# Read and write from Numpy to Azure Data Lake and Azure Blob storage

## Install requirements

In [None]:
!pip install -r requirements.txt

## Initialize public Blob filesystem

In [None]:
container_name = "datasets"
storage_options = {"account_name": "azuremlexamples"}

In [None]:
from adlfs import AzureBlobFileSystem as abfs

fs = abfs(**storage_options)
files = fs.ls(f"{container_name}/mnist")
files

## Define fuctions to read gzipped MNIST data

In [None]:
import numpy as np


def read_images(f, num_images, image_size=28):
    f.read(16)  # magic

    buf = f.read(image_size * image_size * num_images)
    images = np.frombuffer(buf, dtype=np.uint8).astype(np.float32)
    images = images.reshape(num_images, image_size, image_size, 1)

    return images


def read_labels(f, num_labels):
    f.read(8)  # magic

    buf = f.read(num_labels)
    labels = np.frombuffer(buf, dtype=np.uint8)

    return labels

## Read in gzipped MNIST data

In [None]:
import gzip

train_len = 60000
test_len = 10000

for f in files:
    if "train-images" in f:
        X_train = read_images(gzip.open(fs.open(f)), train_len)
    elif "train-labels" in f:
        y_train = read_labels(gzip.open(fs.open(f)), train_len)
    elif "images" in f:
        X_test = read_images(gzip.open(fs.open(f)), test_len)
    elif "labels" in f:
        y_test = read_labels(gzip.open(fs.open(f)), test_len)
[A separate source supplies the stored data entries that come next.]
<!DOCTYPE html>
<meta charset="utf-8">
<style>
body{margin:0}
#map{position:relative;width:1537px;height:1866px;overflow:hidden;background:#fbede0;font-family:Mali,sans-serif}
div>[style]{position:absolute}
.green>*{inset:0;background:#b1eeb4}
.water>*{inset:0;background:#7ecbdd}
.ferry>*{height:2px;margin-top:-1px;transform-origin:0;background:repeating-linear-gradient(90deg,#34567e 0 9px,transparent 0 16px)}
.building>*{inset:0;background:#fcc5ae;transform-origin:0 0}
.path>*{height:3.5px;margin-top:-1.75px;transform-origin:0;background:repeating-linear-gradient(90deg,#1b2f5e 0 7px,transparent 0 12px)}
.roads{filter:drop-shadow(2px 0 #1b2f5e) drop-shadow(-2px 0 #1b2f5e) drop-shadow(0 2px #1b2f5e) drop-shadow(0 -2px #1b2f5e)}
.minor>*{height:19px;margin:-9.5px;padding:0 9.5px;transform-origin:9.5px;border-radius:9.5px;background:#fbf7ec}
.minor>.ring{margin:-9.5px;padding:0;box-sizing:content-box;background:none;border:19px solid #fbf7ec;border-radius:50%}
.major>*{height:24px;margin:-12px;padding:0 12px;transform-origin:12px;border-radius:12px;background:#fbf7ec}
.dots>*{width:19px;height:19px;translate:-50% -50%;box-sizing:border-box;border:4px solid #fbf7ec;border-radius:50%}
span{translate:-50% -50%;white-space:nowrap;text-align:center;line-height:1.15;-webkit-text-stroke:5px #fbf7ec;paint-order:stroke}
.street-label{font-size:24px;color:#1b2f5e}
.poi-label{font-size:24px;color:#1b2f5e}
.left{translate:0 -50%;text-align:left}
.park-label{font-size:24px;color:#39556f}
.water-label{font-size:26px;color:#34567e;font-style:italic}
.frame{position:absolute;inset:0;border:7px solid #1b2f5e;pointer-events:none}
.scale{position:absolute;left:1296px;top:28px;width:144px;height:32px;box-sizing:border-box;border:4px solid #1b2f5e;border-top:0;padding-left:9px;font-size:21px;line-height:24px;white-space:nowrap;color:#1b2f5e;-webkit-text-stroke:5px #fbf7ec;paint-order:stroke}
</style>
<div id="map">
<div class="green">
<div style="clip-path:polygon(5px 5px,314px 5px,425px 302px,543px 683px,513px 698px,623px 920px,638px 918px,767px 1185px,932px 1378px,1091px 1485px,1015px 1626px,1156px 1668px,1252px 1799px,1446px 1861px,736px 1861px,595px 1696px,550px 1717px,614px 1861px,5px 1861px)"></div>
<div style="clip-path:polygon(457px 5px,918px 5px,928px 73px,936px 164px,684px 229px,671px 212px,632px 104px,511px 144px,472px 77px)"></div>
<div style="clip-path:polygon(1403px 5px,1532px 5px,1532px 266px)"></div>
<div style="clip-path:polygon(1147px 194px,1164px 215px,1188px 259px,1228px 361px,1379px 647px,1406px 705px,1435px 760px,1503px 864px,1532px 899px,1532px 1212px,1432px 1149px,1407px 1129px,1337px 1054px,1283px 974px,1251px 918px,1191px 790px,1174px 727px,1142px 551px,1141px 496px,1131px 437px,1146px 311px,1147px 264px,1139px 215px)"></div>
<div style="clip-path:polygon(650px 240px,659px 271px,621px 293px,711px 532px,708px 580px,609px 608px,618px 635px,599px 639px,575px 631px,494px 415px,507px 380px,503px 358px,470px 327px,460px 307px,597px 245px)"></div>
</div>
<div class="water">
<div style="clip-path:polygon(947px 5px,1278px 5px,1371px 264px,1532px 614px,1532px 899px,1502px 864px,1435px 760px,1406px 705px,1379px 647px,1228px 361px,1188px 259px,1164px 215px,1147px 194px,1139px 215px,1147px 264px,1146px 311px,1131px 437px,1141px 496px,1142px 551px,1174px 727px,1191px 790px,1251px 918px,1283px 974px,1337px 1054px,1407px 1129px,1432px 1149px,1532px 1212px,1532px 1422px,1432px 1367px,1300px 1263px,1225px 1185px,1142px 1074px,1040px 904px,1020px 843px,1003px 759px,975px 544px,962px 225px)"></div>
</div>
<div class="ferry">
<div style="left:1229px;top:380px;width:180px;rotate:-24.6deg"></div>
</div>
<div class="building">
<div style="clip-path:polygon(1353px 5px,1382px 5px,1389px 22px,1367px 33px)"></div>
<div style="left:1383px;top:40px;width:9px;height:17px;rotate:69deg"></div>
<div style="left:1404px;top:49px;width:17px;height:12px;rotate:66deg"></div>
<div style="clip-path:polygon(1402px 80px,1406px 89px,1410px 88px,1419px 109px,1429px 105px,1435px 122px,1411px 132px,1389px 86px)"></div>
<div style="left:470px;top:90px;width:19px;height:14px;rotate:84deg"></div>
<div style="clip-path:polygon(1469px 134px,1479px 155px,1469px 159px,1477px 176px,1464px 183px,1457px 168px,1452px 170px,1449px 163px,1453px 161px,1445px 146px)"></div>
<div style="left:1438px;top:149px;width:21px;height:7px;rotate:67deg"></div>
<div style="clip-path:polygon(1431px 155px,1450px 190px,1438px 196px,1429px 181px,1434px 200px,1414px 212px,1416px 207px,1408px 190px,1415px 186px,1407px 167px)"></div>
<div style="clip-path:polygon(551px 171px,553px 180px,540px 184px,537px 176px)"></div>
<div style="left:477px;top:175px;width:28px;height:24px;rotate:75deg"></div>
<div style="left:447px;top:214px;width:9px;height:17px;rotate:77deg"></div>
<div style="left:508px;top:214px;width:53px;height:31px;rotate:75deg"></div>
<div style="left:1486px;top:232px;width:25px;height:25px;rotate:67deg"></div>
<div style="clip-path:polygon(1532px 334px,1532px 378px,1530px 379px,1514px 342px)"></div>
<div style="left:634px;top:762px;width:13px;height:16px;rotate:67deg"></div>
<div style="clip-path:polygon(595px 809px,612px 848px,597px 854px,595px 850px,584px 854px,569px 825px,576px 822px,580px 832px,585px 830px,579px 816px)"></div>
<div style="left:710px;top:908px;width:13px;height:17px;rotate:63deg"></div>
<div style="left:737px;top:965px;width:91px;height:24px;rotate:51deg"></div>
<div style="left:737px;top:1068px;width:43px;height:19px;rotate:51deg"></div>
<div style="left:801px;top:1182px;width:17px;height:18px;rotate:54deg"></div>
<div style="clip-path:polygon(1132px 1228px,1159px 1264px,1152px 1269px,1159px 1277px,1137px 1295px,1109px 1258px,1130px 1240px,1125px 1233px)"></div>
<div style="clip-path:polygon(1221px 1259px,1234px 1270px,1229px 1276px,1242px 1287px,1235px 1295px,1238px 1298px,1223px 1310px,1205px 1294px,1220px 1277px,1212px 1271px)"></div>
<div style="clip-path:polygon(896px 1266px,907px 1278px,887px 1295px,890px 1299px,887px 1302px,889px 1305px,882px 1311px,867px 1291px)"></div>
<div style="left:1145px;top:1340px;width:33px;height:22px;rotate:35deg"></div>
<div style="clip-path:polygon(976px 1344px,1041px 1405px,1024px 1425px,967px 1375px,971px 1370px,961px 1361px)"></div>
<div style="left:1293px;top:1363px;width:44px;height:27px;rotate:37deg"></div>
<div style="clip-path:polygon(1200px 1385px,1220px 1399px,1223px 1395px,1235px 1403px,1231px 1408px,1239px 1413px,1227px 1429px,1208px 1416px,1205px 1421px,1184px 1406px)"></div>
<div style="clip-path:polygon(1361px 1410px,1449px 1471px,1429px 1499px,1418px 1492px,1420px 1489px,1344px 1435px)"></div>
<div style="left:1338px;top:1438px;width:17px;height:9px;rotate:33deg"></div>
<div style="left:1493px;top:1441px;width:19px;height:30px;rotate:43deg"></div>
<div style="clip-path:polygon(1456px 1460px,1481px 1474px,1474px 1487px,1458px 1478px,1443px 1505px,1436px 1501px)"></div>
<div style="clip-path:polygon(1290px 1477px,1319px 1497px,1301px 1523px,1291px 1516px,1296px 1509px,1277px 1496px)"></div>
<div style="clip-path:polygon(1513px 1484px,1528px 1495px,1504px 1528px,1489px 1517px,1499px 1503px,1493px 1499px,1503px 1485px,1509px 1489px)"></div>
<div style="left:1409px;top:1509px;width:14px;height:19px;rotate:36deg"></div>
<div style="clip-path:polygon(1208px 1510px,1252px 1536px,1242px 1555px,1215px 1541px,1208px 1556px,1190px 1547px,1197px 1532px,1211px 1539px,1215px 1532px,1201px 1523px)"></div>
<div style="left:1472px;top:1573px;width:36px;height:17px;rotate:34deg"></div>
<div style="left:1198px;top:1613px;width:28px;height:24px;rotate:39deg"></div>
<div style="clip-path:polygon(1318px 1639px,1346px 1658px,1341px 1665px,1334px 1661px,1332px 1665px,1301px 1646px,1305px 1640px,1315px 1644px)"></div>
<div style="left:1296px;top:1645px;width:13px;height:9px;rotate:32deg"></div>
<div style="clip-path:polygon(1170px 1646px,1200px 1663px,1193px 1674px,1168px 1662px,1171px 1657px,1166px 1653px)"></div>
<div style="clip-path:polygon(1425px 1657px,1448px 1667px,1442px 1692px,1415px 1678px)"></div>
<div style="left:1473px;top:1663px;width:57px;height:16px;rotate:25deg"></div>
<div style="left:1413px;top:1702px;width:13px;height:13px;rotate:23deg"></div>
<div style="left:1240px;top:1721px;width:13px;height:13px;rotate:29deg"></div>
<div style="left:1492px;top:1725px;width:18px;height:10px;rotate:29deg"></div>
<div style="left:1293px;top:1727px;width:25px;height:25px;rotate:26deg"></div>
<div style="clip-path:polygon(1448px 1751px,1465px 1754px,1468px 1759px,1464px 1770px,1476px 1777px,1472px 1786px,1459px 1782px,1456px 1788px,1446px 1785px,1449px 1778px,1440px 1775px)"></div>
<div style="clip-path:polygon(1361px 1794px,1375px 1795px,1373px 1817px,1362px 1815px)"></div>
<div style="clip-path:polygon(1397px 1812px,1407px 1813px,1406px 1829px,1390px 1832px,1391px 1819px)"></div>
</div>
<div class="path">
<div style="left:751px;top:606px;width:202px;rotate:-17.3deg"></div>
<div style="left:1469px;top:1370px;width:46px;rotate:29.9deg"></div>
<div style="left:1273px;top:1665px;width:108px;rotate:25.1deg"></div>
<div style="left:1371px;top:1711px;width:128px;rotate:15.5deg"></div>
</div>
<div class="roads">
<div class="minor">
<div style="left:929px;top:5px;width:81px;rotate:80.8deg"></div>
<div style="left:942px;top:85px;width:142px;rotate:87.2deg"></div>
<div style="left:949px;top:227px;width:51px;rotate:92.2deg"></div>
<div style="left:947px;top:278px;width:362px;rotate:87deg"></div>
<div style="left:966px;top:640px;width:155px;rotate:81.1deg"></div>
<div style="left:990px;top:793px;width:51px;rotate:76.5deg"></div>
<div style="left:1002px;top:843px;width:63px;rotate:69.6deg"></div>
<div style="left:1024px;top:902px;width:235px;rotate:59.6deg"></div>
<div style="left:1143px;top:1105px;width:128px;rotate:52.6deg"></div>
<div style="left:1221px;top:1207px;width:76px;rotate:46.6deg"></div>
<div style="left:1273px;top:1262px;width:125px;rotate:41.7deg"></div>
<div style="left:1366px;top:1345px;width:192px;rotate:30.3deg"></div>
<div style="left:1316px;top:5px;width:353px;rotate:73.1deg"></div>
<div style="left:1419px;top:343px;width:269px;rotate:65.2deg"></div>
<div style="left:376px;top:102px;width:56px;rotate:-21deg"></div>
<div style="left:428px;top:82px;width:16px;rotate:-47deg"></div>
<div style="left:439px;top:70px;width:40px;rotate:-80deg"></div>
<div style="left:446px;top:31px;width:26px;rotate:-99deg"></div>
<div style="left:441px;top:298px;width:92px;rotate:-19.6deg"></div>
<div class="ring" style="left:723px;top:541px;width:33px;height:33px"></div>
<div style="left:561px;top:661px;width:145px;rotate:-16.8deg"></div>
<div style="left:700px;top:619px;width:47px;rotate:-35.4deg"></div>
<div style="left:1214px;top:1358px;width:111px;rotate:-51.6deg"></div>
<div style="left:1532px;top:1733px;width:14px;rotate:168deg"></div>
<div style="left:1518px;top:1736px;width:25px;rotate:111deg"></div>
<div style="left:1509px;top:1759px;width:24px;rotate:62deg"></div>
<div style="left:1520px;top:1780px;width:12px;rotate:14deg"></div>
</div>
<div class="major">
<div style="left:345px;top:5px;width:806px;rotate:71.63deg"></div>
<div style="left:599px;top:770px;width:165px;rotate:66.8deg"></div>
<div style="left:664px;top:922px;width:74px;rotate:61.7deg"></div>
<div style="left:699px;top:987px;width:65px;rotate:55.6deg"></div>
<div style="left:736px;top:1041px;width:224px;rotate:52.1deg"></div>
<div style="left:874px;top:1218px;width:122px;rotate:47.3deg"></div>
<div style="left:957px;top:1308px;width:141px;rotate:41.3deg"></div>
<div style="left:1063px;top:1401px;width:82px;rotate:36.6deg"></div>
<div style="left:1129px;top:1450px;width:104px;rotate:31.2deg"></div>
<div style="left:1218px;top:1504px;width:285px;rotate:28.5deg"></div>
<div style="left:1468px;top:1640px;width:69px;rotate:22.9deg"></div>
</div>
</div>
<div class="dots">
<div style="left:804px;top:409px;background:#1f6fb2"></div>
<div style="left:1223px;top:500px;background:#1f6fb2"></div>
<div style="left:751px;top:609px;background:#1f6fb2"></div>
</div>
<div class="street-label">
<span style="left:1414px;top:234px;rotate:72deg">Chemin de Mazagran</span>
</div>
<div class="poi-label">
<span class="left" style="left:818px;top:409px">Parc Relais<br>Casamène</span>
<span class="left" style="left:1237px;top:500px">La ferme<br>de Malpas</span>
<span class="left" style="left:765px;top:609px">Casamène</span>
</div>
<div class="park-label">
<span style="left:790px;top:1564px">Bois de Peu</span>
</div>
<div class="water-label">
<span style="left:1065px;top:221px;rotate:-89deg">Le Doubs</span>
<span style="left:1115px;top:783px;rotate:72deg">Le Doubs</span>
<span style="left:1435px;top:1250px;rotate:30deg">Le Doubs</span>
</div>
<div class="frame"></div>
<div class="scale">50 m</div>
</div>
## Verify expected results

In [None]:
from random import randint

i = randint(0, train_len)
x = X_train[i]
y = y_train[i]

In [None]:
import matplotlib.pyplot as plt

plt.imshow(x.squeeze())
plt.title(f"Label: {y}")

## Initialize private Blob filesystem

In [None]:
from azureml.core import Workspace

ws = Workspace.from_config()
ds = ws.datastores["workspaceblobstore"]

container_name = ds.container_name
storage_options = {"account_name": ds.account_name, "account_key": ds.account_key}

In [None]:
fs = abfs(**storage_options)
fs

In [None]:
fs.ls(f"{container_name}")

## Write numpy arrays using `np.save`

In [None]:
with fs.open(f"{container_name}/example-data/mnist/X_train.npy", "wb") as f:
    np.save(f, X_train)

with fs.open(f"{container_name}/example-data/mnist/y_train.npy", "wb") as f:
    np.save(f, y_train)

with fs.open(f"{container_name}/example-data/mnist/X_test.npy", "wb") as f:
    np.save(f, X_test)

with fs.open(f"{container_name}/example-data/mnist/y_test.npy", "wb") as f:
    np.save(f, y_test)

## Load numpy arrays using `np.load`

In [None]:
with fs.open(f"{container_name}/example-data/mnist/X_train.npy", "rb") as f:
    X_train = np.load(f)

with fs.open(f"{container_name}/example-data/mnist/y_train.npy", "rb") as f:
    y_train = np.load(f)

with fs.open(f"{container_name}/example-data/mnist/X_test.npy", "rb") as f:
    X_test = np.load(f)

with fs.open(f"{container_name}/example-data/mnist/y_test.npy", "rb") as f:
    y_test = np.load(f)

## Verify expected results

In [None]:
from random import randint

i = randint(0, train_len)
x = X_train[i]
y = y_train[i]

In [None]:
import matplotlib.pyplot as plt

plt.imshow(x.squeeze())
plt.title(f"Label: {y}")